Collected data entries
=== Section Start ===
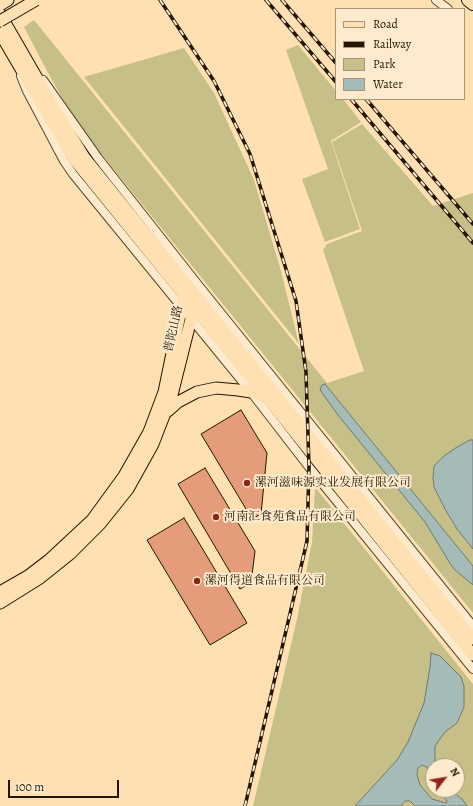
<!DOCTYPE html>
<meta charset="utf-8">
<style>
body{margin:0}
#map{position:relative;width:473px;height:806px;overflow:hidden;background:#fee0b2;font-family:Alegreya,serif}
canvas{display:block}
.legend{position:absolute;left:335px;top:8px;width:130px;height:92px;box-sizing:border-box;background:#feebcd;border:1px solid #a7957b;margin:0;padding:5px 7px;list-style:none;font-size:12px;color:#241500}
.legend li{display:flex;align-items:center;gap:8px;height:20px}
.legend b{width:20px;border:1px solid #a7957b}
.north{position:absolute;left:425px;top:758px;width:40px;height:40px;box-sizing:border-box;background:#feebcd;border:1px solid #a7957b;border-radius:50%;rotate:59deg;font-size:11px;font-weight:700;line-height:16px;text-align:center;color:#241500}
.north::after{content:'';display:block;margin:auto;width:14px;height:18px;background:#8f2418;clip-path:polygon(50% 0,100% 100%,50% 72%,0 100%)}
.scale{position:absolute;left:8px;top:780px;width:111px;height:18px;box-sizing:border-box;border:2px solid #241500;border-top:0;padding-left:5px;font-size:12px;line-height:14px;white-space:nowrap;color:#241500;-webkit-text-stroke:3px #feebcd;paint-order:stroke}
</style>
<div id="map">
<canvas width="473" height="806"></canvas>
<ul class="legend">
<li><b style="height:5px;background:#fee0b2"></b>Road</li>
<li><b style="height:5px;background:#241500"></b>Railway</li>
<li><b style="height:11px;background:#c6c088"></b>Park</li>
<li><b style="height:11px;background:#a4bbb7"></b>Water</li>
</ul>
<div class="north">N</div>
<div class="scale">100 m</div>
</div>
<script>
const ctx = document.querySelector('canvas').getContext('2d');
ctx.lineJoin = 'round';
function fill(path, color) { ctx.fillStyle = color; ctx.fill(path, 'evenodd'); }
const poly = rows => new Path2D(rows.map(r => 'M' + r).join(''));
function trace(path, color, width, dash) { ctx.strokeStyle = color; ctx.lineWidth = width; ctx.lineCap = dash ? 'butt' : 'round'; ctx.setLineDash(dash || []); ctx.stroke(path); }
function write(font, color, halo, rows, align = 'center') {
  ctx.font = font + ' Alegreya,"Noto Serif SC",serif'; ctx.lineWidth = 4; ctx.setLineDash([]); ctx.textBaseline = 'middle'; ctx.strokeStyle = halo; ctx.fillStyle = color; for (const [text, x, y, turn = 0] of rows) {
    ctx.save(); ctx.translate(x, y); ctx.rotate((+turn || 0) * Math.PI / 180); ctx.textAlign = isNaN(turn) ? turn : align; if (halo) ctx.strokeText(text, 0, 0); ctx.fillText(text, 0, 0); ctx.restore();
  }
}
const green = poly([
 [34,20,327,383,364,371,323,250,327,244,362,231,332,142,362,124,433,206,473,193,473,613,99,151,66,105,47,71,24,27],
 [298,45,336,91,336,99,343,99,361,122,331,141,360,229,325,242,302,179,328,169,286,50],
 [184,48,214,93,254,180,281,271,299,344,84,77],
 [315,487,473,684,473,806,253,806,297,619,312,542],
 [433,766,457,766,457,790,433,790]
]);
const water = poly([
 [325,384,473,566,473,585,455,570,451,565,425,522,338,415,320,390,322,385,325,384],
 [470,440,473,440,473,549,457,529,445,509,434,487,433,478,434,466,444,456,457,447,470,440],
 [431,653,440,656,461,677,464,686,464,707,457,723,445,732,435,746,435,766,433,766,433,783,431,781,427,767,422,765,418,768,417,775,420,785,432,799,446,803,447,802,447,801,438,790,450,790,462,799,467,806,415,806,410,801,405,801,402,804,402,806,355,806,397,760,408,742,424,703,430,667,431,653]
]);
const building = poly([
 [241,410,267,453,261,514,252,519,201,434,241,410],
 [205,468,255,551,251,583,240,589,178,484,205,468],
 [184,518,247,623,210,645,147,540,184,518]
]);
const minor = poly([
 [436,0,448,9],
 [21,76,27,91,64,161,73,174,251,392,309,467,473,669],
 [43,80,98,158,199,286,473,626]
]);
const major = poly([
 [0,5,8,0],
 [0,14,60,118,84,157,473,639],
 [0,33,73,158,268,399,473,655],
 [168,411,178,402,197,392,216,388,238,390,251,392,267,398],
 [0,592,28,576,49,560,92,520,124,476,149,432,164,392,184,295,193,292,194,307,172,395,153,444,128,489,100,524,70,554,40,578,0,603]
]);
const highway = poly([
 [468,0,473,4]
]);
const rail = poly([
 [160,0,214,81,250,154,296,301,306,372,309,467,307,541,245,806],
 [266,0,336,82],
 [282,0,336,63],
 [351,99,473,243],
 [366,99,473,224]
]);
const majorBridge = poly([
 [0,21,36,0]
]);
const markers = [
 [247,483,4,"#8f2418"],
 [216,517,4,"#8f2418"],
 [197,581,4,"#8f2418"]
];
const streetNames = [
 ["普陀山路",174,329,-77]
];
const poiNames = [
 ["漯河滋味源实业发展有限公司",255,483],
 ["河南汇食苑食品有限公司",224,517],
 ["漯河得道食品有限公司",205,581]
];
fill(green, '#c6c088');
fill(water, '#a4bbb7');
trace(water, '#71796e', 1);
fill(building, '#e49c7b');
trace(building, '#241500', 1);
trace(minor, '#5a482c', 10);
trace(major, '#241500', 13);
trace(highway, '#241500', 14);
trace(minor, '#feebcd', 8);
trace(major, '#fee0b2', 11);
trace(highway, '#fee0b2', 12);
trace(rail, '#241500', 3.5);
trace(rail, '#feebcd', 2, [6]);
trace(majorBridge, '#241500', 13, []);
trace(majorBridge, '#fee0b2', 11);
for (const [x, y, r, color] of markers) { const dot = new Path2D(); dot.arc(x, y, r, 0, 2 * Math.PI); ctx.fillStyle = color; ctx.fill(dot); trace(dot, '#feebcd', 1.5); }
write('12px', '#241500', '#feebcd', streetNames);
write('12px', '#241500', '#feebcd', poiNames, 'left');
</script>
=== Section End ===
=== Section Start ===
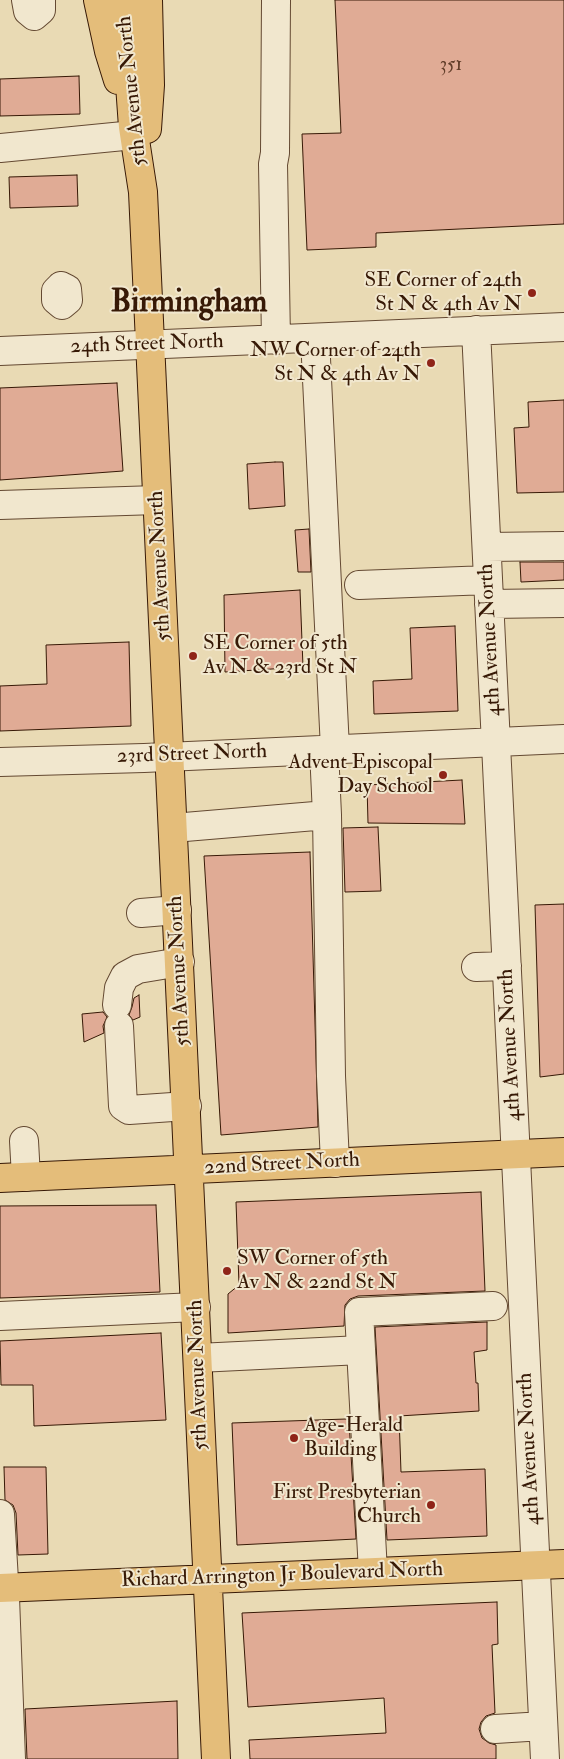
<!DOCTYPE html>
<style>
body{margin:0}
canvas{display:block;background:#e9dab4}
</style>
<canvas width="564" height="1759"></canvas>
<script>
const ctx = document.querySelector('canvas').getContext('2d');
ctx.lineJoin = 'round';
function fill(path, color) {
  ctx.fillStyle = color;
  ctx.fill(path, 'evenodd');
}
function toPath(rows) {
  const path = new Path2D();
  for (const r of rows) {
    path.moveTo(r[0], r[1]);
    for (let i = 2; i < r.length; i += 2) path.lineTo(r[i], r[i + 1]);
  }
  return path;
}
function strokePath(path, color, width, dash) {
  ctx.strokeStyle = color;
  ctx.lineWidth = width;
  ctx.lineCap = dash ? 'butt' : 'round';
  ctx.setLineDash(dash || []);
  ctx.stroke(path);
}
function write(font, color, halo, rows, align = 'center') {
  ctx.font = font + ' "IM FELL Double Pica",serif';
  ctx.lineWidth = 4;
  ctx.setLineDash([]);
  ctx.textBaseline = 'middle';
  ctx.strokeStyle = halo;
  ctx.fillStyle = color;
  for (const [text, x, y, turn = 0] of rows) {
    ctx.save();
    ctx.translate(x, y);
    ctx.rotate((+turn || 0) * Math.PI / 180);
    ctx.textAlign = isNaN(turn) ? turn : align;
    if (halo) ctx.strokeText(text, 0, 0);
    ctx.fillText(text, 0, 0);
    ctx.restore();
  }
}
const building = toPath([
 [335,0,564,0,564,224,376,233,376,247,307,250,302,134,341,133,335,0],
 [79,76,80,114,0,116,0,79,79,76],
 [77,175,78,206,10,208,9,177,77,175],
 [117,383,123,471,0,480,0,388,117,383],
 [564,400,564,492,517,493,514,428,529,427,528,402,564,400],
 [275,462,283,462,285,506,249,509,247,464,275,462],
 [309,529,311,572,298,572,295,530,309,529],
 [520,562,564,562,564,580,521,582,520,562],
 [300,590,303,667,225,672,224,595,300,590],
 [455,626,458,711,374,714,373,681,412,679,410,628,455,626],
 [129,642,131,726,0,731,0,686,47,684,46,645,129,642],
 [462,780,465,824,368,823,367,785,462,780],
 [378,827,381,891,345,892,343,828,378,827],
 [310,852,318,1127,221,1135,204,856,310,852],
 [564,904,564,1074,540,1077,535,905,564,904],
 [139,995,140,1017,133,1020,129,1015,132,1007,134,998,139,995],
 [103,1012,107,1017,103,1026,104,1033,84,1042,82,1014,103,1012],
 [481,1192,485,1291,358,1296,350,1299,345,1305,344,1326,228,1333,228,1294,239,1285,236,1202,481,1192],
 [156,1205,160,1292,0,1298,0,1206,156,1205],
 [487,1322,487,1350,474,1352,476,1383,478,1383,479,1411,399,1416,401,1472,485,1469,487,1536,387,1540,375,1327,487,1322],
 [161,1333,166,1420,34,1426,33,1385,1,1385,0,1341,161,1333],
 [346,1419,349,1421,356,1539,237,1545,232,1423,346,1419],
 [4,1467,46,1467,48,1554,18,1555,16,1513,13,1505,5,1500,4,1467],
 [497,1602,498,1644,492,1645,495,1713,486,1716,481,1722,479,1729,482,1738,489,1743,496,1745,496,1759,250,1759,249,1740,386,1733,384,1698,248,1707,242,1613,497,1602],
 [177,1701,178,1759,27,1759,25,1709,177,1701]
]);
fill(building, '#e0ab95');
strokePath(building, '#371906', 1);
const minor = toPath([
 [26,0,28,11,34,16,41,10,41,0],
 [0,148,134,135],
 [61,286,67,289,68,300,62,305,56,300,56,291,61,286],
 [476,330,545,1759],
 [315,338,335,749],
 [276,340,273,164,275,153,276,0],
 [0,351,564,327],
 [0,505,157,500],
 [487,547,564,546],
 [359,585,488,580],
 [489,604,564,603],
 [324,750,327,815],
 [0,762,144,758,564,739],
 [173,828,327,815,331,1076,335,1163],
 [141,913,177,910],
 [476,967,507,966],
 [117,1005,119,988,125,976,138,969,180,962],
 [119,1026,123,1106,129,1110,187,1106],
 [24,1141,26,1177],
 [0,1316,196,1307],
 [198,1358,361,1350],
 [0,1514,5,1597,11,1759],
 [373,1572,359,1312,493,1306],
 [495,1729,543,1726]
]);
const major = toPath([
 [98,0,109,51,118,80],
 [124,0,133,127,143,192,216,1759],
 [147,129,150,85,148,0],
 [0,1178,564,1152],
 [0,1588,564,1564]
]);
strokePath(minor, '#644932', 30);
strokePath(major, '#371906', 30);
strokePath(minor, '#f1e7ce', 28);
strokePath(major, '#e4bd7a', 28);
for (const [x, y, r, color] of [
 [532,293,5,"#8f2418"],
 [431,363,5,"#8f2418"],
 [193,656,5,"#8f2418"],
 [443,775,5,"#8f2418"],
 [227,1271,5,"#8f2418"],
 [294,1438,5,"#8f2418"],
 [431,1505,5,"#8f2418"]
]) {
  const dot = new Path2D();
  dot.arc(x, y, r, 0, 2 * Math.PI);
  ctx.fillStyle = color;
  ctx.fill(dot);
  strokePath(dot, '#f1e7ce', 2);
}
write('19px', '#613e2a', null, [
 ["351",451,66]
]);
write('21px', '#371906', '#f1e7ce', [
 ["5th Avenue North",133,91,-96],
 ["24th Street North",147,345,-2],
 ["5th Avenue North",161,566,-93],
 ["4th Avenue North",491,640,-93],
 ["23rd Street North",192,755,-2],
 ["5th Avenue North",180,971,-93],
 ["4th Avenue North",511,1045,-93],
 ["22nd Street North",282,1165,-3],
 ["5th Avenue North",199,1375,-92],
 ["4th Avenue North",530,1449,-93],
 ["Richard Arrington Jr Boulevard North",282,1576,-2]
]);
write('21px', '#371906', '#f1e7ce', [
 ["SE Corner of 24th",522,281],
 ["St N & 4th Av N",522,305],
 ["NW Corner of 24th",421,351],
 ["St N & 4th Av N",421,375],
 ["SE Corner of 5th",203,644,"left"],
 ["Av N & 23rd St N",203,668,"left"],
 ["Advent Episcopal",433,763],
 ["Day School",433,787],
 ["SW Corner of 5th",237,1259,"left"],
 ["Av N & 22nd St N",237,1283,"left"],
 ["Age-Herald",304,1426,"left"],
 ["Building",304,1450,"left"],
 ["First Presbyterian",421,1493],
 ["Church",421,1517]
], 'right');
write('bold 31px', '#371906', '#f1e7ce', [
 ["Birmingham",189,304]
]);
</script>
=== Section End ===
■ Try it ■
Copy each line above containing the string "halo".

■ Reply ■
function write(font, color, halo, rows, align = 'center') {
  ctx.font = font + ' Alegreya,"Noto Serif SC",serif'; ctx.lineWidth = 4; ctx.setLineDash([]); ctx.textBaseline = 'middle'; ctx.strokeStyle = halo; ctx.fillStyle = color; for (const [text, x, y, turn = 0] of rows) {
    ctx.save(); ctx.translate(x, y); ctx.rotate((+turn || 0) * Math.PI / 180); ctx.textAlign = isNaN(turn) ? turn : align; if (halo) ctx.strokeText(text, 0, 0); ctx.fillText(text, 0, 0); ctx.restore();
function write(font, color, halo, rows, align = 'center') {
  ctx.strokeStyle = halo;
    if (halo) ctx.strokeText(text, 0, 0);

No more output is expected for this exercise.